BEGIN

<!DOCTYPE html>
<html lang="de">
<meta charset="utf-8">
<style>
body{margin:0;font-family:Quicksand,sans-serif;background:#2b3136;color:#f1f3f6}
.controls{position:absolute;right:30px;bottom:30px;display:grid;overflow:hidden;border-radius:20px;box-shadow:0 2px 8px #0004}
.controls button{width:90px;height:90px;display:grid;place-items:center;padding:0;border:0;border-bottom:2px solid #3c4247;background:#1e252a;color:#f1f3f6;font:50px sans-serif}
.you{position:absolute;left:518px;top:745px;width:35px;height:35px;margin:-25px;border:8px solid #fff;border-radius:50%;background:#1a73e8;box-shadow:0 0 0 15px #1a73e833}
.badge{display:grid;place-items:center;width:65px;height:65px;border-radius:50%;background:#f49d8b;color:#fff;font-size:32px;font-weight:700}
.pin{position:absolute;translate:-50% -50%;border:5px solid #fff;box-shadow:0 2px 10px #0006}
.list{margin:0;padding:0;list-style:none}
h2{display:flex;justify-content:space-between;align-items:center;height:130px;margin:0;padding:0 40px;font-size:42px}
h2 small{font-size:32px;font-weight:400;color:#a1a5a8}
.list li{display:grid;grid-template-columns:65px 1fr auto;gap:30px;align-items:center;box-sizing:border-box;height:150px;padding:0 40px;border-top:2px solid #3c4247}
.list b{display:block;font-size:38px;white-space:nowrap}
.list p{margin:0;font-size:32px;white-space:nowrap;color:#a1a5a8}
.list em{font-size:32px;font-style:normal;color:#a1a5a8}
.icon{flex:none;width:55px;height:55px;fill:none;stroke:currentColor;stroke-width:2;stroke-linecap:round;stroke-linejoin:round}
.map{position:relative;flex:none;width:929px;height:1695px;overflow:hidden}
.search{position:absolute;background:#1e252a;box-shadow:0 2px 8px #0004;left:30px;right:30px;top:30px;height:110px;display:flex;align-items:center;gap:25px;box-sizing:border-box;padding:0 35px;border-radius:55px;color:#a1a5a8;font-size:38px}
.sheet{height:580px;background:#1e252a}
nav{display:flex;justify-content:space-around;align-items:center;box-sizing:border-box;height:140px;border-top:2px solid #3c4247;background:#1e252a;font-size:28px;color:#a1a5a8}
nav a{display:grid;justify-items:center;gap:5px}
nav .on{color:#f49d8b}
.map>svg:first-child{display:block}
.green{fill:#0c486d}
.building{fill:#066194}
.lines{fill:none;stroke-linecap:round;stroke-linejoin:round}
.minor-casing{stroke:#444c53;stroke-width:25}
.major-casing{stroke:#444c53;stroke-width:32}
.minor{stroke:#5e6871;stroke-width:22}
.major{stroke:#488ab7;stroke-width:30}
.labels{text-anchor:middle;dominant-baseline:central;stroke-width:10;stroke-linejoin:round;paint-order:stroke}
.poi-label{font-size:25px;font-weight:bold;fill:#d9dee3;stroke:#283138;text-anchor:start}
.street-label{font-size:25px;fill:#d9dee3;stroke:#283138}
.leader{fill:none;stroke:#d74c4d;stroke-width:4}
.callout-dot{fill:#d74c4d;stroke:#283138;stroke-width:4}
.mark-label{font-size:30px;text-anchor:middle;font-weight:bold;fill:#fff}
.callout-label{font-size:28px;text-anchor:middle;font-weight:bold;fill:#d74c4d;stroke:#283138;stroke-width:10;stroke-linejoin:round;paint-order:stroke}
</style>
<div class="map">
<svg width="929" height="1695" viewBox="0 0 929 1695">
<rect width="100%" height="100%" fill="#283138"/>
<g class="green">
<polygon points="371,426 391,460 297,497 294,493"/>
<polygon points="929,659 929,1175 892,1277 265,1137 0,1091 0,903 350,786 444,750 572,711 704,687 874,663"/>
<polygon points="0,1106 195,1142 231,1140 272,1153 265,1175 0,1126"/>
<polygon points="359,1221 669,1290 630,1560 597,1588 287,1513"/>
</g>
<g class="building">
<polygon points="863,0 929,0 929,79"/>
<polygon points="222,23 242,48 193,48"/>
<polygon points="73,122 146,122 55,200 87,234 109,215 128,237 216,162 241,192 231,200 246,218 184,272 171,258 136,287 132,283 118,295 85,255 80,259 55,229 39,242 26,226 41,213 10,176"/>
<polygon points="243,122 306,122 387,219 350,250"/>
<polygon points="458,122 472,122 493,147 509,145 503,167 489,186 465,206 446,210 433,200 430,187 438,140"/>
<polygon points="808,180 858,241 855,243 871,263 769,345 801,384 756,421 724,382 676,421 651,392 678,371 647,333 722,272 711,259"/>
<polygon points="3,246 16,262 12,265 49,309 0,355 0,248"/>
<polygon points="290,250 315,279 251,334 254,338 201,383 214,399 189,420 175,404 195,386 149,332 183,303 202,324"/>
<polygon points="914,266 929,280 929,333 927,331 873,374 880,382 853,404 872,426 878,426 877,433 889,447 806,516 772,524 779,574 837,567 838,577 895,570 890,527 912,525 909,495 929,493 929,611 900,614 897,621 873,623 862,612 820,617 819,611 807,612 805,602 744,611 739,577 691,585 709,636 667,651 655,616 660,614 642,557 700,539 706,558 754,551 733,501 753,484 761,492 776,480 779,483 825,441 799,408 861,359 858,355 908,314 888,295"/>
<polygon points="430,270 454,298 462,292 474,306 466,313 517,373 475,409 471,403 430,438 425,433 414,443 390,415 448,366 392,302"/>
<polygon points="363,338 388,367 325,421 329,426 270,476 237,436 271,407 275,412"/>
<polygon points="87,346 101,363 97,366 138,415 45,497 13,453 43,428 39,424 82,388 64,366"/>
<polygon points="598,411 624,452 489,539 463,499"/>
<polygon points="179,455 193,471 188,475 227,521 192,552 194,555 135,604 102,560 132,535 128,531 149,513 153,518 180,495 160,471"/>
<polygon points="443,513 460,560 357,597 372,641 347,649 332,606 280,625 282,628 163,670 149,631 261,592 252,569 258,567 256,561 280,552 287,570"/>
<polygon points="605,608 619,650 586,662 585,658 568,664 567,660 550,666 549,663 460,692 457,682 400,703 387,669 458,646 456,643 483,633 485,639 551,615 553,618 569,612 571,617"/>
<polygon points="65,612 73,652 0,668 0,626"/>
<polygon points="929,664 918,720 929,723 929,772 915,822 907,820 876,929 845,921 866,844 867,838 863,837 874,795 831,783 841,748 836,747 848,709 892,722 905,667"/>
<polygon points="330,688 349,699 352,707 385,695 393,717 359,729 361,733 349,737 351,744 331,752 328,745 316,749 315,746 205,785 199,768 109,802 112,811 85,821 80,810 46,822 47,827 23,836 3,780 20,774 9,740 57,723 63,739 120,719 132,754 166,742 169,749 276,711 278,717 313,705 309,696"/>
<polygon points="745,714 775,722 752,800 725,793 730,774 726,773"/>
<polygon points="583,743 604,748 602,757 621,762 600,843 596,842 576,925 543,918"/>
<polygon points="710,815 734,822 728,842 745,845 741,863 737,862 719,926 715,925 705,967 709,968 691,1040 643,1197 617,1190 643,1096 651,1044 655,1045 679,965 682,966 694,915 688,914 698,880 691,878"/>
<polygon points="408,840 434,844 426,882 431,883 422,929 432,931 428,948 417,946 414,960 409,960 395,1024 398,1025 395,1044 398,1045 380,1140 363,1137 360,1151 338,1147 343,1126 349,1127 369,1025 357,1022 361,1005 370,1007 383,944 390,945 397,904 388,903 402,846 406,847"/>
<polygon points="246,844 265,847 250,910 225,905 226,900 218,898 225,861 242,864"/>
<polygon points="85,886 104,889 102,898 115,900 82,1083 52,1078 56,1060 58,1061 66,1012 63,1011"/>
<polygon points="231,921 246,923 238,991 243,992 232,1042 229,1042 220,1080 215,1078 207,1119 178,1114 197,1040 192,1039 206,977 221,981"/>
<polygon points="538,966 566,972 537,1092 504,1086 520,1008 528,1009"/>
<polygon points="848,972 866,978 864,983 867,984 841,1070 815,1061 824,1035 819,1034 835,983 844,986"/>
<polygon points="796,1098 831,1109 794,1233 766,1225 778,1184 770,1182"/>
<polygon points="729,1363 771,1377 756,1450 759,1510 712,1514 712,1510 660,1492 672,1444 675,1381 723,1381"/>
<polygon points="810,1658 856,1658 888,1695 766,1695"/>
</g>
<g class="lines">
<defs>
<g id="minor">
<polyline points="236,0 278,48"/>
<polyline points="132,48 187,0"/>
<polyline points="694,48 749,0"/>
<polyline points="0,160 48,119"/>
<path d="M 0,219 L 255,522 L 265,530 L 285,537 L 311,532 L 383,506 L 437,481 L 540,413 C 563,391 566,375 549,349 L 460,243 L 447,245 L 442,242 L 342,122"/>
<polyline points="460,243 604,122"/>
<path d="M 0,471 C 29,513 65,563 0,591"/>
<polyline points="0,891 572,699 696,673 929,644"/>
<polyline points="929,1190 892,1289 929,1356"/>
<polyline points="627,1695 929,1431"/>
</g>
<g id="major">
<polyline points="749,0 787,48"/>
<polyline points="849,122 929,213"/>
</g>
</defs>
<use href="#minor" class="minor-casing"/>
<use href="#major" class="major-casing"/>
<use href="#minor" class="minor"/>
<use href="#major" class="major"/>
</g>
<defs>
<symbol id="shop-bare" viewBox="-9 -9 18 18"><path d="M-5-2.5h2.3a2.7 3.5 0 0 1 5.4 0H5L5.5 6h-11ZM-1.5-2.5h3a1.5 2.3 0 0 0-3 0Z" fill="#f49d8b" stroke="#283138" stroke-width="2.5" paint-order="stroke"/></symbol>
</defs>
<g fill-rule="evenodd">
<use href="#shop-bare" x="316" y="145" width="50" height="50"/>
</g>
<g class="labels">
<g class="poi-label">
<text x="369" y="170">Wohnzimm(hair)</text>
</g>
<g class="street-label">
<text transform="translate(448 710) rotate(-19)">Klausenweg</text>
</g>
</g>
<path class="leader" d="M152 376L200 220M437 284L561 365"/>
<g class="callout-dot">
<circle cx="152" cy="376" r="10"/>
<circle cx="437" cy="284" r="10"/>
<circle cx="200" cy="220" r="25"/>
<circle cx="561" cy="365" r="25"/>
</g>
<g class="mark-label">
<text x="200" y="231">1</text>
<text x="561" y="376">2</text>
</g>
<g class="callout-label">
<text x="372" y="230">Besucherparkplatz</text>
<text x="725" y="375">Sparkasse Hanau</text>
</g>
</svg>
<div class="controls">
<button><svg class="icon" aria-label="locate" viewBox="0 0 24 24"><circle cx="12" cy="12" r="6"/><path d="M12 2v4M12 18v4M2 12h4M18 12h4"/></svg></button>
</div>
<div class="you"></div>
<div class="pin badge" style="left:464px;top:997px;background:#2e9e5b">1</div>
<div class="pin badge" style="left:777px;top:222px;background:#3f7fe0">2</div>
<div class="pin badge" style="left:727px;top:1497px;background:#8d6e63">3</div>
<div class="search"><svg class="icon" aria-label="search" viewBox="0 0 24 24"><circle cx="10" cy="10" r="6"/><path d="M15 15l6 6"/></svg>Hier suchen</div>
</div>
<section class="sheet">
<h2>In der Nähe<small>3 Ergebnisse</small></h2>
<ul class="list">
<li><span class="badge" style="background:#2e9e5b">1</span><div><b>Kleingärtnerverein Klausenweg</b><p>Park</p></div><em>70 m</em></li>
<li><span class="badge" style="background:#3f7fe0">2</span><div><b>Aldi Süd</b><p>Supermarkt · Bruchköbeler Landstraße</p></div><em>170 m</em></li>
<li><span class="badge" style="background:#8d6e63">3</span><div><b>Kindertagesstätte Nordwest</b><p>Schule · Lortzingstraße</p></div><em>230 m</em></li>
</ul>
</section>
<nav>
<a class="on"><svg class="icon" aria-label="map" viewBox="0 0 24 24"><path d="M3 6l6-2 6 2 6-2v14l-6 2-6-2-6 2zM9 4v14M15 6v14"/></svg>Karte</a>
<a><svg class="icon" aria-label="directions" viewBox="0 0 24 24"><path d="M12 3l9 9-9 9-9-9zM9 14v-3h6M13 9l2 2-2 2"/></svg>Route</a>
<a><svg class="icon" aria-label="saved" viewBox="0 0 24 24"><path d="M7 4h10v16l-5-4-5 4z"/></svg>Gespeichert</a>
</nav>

END
BEGIN

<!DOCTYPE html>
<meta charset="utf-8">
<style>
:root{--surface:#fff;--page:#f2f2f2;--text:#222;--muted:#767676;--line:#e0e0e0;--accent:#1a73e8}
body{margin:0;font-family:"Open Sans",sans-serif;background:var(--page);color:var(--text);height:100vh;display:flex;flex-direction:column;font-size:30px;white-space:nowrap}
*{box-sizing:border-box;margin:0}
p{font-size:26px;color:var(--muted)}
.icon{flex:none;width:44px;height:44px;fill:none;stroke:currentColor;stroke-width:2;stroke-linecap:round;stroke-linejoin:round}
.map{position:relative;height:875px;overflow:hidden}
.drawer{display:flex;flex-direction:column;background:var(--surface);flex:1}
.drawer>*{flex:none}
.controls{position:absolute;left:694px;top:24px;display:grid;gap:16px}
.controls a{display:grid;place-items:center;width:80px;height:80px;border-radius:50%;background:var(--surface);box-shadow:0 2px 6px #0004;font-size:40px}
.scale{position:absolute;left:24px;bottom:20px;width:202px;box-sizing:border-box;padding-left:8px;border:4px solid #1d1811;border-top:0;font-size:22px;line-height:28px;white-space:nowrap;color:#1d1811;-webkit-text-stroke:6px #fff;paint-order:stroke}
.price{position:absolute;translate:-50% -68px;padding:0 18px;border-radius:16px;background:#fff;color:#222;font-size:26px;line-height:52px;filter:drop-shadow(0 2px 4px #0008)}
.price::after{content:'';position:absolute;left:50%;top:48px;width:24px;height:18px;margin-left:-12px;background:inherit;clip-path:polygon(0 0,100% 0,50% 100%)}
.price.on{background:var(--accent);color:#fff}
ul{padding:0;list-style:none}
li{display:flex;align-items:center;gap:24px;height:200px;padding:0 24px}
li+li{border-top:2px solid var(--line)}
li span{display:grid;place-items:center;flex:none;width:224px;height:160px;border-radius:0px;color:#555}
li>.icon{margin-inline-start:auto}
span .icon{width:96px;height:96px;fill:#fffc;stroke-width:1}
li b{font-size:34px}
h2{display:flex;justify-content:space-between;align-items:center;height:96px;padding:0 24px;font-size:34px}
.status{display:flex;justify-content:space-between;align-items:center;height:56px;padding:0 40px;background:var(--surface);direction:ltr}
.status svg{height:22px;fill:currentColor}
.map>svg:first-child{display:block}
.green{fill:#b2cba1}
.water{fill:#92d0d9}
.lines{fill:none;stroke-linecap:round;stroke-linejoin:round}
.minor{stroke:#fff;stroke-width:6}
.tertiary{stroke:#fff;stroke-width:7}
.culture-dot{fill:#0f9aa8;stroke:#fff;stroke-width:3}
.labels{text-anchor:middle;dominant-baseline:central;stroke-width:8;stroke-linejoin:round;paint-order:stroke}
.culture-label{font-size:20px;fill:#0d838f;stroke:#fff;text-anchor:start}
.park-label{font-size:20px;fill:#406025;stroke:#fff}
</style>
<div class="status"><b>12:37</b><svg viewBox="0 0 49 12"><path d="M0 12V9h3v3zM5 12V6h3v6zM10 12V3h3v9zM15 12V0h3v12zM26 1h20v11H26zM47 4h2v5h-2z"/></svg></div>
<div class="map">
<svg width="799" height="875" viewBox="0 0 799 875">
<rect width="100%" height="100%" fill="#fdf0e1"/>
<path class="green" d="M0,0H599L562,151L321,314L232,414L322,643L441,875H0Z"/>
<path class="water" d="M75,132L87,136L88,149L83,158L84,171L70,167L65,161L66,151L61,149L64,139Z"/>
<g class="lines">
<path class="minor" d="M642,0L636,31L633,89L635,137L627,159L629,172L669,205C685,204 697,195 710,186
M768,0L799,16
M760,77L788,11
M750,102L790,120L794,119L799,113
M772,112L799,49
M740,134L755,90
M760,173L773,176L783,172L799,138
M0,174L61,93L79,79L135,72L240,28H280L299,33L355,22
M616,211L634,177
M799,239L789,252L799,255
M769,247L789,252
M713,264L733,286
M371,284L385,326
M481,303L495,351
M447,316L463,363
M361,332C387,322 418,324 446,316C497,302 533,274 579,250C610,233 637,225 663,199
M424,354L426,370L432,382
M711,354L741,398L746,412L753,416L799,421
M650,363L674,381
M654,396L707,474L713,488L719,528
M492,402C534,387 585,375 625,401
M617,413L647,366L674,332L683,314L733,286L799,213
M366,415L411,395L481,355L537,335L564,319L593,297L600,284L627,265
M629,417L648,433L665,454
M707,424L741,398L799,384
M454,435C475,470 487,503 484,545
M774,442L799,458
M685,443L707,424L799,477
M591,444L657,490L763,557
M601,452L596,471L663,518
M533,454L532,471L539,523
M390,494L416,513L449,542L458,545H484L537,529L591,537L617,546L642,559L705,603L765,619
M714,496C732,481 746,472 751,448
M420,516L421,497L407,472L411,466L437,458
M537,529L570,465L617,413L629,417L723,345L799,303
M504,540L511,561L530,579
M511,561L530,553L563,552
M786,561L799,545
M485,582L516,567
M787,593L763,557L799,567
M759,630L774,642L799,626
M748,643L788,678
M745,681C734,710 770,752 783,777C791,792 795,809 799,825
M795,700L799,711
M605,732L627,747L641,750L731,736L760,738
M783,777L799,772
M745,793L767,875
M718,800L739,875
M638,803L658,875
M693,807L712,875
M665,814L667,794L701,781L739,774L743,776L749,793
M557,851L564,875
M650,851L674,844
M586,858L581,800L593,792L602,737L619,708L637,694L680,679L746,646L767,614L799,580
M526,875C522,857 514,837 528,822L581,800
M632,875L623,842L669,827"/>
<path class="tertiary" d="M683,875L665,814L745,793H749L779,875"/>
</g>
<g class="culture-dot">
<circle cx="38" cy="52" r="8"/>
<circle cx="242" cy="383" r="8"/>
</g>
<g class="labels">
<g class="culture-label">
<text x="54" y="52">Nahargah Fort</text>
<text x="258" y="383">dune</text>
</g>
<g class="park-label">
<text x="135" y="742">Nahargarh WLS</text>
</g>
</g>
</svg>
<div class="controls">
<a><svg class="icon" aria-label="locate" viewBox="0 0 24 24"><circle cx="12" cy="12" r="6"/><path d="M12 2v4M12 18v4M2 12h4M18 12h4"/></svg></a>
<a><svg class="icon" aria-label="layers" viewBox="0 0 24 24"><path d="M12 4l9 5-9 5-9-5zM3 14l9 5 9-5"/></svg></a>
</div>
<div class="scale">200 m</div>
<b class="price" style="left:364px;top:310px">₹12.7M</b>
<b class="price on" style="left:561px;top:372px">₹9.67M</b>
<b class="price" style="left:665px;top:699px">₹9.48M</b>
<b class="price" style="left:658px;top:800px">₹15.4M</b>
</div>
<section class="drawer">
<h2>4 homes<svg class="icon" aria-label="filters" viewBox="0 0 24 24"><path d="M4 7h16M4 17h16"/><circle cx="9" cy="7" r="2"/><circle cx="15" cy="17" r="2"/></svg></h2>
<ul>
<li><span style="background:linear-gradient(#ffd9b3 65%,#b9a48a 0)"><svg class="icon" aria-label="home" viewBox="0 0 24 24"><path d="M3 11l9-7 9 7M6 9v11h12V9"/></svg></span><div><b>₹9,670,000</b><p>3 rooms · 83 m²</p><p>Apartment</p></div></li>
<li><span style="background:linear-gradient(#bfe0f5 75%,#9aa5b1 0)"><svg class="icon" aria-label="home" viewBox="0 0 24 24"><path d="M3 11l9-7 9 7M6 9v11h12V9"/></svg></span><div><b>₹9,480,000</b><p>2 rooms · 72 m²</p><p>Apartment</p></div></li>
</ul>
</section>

END

- **Task statement**: Line by line, count how many lines of the entries contain the word "scale", and give only that number.

- **Response to this task**: 2